◆ Work item:
Where the string "minor" appears in a line of the data, show that line.

►

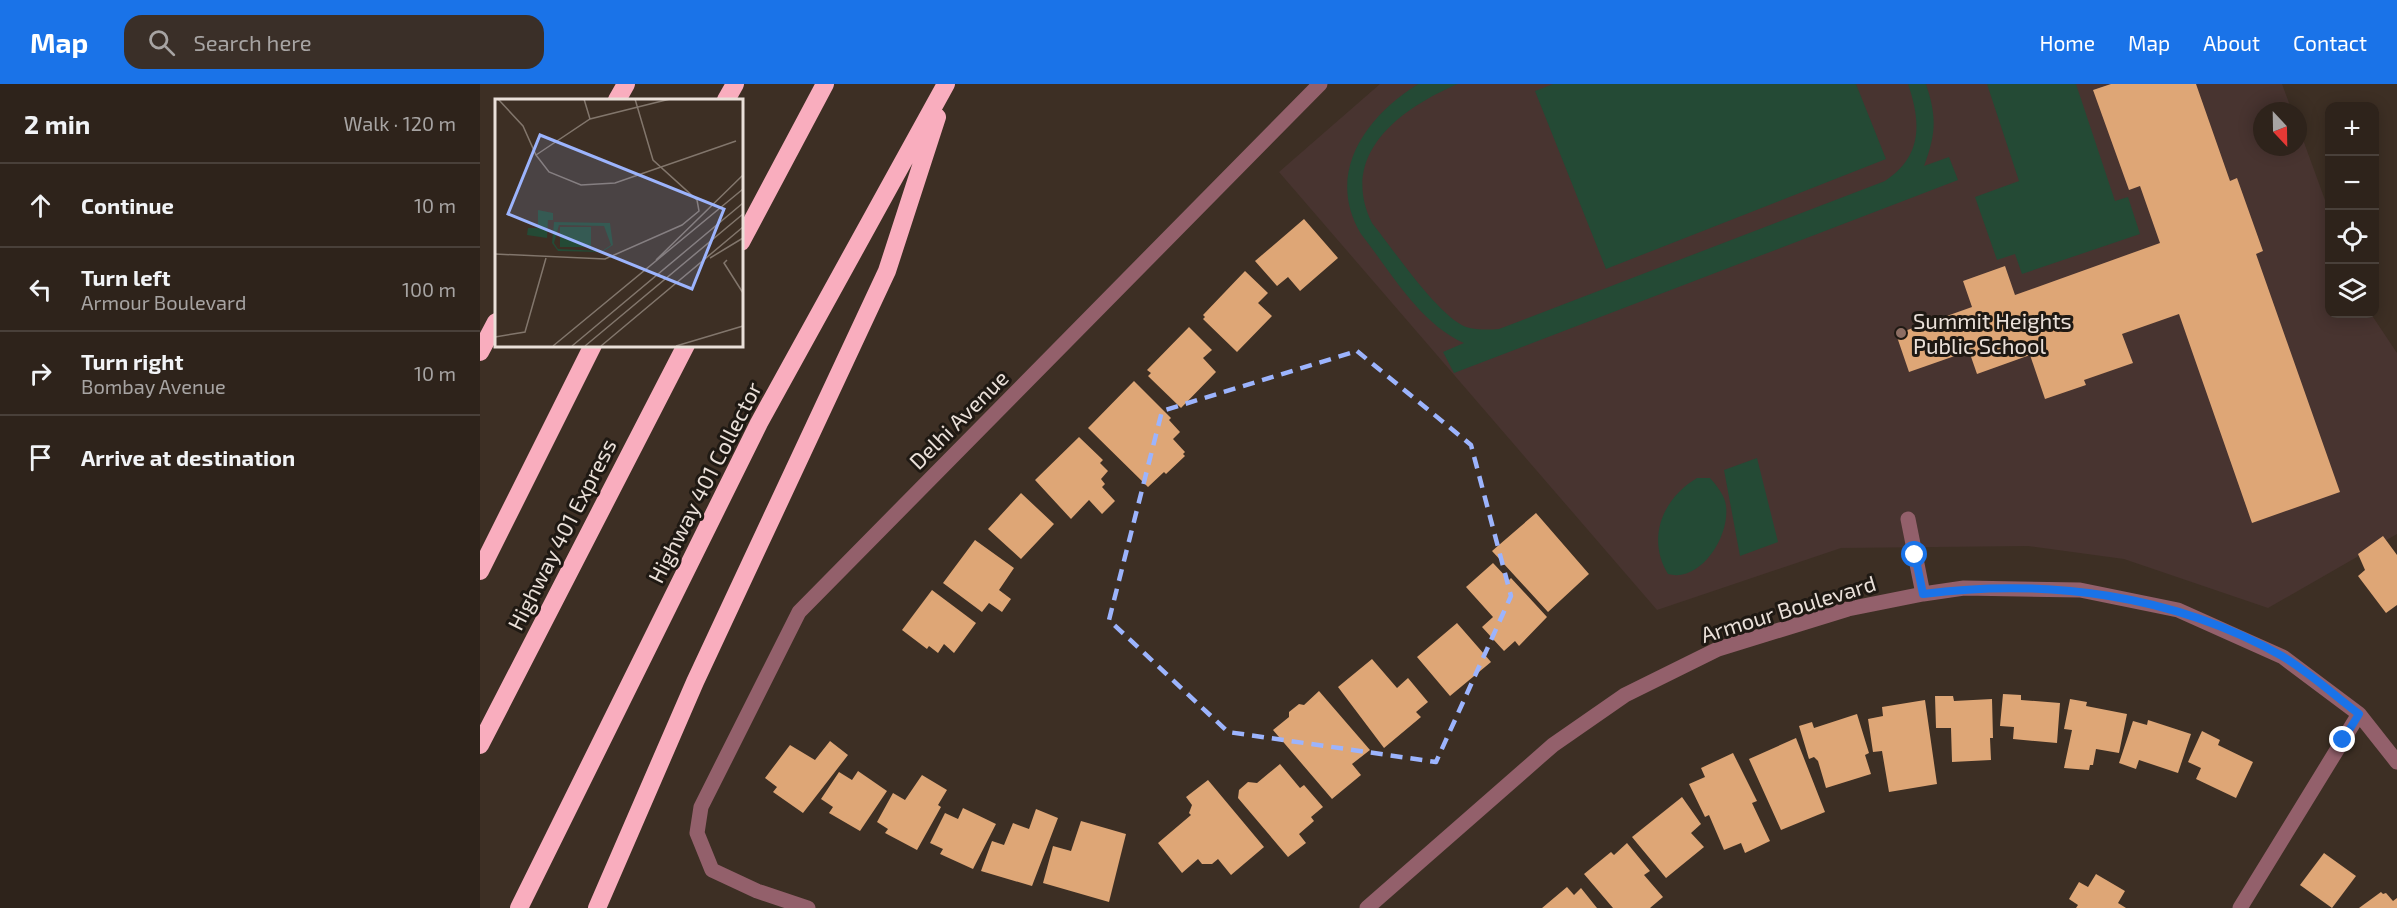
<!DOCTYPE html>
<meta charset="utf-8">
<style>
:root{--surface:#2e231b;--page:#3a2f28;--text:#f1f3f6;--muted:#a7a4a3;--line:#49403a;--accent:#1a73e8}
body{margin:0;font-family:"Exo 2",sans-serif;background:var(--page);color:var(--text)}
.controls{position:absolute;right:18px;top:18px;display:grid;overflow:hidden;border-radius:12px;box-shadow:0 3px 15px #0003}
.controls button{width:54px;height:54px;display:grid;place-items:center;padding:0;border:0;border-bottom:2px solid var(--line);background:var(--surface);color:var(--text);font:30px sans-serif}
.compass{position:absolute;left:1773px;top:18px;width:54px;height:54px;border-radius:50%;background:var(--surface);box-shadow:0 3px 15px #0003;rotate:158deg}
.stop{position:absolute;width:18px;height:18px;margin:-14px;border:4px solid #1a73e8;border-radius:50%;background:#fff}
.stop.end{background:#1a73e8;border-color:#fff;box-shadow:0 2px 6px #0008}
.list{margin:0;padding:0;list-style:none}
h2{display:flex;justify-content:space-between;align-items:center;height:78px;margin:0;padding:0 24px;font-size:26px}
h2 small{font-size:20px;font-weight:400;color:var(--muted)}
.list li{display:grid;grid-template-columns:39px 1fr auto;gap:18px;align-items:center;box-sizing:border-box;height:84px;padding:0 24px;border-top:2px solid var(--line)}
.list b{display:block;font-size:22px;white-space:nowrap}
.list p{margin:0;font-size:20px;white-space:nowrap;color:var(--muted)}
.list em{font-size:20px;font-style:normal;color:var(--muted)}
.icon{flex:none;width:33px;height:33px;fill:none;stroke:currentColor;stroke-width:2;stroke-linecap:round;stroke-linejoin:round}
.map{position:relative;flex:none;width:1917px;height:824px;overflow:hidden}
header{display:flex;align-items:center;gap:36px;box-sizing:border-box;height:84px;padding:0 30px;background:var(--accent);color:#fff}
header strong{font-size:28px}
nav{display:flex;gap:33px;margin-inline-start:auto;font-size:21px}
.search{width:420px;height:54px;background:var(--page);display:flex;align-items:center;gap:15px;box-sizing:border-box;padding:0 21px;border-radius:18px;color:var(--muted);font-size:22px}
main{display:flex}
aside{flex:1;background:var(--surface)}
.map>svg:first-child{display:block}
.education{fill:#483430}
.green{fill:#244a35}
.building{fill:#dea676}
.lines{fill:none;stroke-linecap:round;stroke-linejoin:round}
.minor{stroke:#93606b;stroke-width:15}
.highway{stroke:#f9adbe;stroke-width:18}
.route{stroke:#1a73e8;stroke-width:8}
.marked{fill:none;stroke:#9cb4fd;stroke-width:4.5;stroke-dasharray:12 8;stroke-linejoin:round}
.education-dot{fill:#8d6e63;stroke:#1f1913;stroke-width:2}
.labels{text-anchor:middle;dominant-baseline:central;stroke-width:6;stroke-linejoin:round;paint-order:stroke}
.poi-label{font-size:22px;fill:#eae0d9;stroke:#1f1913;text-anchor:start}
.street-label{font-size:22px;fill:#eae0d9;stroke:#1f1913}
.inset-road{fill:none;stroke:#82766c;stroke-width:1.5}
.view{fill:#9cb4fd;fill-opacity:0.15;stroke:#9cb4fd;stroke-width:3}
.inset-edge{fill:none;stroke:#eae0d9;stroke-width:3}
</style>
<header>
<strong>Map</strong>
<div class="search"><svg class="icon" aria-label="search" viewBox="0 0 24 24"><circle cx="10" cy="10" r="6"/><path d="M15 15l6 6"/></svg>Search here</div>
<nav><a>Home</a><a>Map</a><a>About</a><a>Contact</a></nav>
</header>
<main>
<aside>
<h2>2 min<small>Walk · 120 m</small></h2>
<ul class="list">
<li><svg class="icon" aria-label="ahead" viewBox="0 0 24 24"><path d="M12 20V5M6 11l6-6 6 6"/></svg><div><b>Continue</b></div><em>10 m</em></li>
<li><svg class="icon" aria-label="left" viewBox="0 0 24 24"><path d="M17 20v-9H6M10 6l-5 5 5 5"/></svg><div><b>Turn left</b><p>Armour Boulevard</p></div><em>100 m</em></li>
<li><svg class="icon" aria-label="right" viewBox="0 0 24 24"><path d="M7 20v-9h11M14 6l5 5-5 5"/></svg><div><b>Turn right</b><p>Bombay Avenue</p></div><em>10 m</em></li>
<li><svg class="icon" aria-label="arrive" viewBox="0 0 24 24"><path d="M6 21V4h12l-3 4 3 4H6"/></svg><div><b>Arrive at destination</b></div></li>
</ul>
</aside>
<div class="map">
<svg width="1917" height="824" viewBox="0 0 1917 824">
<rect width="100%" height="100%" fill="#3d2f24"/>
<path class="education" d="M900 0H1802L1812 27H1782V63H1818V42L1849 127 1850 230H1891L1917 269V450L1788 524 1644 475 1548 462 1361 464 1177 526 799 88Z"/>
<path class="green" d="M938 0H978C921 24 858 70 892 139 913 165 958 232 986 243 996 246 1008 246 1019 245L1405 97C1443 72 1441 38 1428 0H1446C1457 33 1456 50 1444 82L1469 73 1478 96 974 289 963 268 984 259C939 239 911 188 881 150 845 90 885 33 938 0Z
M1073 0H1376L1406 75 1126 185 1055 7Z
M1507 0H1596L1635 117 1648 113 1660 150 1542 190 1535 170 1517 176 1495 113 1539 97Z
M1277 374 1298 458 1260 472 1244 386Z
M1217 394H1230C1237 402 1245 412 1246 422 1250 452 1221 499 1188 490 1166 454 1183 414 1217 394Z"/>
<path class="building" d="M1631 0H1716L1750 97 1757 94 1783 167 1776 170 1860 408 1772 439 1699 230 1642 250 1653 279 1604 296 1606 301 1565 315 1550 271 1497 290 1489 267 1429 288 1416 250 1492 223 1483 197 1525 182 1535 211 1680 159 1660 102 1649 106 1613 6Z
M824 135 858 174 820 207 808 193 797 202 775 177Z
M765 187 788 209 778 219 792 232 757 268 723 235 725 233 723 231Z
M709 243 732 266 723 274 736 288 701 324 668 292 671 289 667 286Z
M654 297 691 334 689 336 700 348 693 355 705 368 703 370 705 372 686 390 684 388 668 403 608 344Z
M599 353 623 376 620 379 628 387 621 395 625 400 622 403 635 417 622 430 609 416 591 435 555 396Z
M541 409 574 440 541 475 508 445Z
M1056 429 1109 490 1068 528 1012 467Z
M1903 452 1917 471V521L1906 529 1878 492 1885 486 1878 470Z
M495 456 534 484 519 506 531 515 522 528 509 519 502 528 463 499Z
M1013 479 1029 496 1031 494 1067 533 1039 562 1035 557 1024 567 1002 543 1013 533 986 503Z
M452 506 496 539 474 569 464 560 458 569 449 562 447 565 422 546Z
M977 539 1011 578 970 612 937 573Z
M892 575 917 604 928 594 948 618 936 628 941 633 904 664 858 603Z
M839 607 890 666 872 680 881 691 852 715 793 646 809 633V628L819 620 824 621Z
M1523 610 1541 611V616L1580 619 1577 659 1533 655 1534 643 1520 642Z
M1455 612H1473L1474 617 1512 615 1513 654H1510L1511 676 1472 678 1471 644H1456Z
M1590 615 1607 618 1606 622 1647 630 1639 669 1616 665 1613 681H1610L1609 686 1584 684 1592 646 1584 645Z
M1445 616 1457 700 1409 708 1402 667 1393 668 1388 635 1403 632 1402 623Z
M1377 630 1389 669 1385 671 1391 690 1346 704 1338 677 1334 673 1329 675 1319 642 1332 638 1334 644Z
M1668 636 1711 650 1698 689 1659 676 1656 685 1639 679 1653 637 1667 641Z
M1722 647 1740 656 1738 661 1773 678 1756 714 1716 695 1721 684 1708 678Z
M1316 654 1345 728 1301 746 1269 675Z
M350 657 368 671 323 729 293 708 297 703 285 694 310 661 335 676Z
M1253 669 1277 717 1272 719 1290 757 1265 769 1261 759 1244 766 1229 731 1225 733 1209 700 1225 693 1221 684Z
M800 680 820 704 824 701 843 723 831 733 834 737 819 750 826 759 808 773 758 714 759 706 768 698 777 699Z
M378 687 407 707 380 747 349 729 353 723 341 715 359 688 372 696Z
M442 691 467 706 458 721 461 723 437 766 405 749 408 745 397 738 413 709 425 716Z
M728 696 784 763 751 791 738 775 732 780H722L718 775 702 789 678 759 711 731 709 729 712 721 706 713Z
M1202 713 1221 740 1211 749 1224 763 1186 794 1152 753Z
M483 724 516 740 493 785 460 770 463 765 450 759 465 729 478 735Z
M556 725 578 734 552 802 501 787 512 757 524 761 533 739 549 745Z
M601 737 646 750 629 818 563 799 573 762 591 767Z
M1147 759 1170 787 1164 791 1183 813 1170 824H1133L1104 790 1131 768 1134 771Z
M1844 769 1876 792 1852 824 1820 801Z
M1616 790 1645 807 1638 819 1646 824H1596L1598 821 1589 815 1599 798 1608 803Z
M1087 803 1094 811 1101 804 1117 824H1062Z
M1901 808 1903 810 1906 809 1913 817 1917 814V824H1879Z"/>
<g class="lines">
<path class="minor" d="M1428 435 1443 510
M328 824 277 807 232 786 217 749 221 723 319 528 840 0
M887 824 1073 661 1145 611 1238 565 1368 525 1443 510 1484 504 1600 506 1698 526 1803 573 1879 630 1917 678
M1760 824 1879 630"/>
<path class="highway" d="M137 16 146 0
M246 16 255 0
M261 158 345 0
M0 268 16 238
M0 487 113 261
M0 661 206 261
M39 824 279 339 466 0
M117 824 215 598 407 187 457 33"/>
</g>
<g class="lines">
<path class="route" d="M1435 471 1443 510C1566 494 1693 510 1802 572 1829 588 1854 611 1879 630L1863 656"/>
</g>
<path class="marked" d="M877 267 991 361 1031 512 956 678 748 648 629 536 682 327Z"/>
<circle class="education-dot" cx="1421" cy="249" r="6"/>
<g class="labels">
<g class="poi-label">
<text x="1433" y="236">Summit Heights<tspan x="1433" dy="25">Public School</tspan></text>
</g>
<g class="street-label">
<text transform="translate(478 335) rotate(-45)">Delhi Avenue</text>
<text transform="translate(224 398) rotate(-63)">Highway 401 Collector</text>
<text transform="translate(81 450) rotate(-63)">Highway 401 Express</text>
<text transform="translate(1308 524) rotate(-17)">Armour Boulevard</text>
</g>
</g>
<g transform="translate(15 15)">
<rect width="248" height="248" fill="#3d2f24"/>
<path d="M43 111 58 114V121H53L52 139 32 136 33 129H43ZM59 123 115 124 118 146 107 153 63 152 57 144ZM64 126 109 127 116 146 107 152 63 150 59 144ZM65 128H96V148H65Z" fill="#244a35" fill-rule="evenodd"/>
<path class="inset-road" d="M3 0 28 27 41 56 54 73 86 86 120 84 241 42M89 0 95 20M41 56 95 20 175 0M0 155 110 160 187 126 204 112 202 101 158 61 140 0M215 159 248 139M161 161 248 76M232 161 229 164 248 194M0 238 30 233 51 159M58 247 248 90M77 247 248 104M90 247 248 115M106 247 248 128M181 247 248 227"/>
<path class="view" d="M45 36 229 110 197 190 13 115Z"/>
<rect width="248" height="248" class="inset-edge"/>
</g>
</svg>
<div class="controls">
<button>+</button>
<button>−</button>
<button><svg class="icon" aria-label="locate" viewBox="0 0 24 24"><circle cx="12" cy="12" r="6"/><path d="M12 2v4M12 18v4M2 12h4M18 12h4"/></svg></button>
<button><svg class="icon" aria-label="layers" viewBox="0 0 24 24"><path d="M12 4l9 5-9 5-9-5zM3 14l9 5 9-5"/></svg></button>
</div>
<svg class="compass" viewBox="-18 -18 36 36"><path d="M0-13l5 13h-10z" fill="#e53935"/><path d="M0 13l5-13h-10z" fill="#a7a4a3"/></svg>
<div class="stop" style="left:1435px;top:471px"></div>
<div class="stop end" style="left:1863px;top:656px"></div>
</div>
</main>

◄

◆ Result:
.minor{stroke:#93606b;stroke-width:15}
<path class="minor" d="M1428 435 1443 510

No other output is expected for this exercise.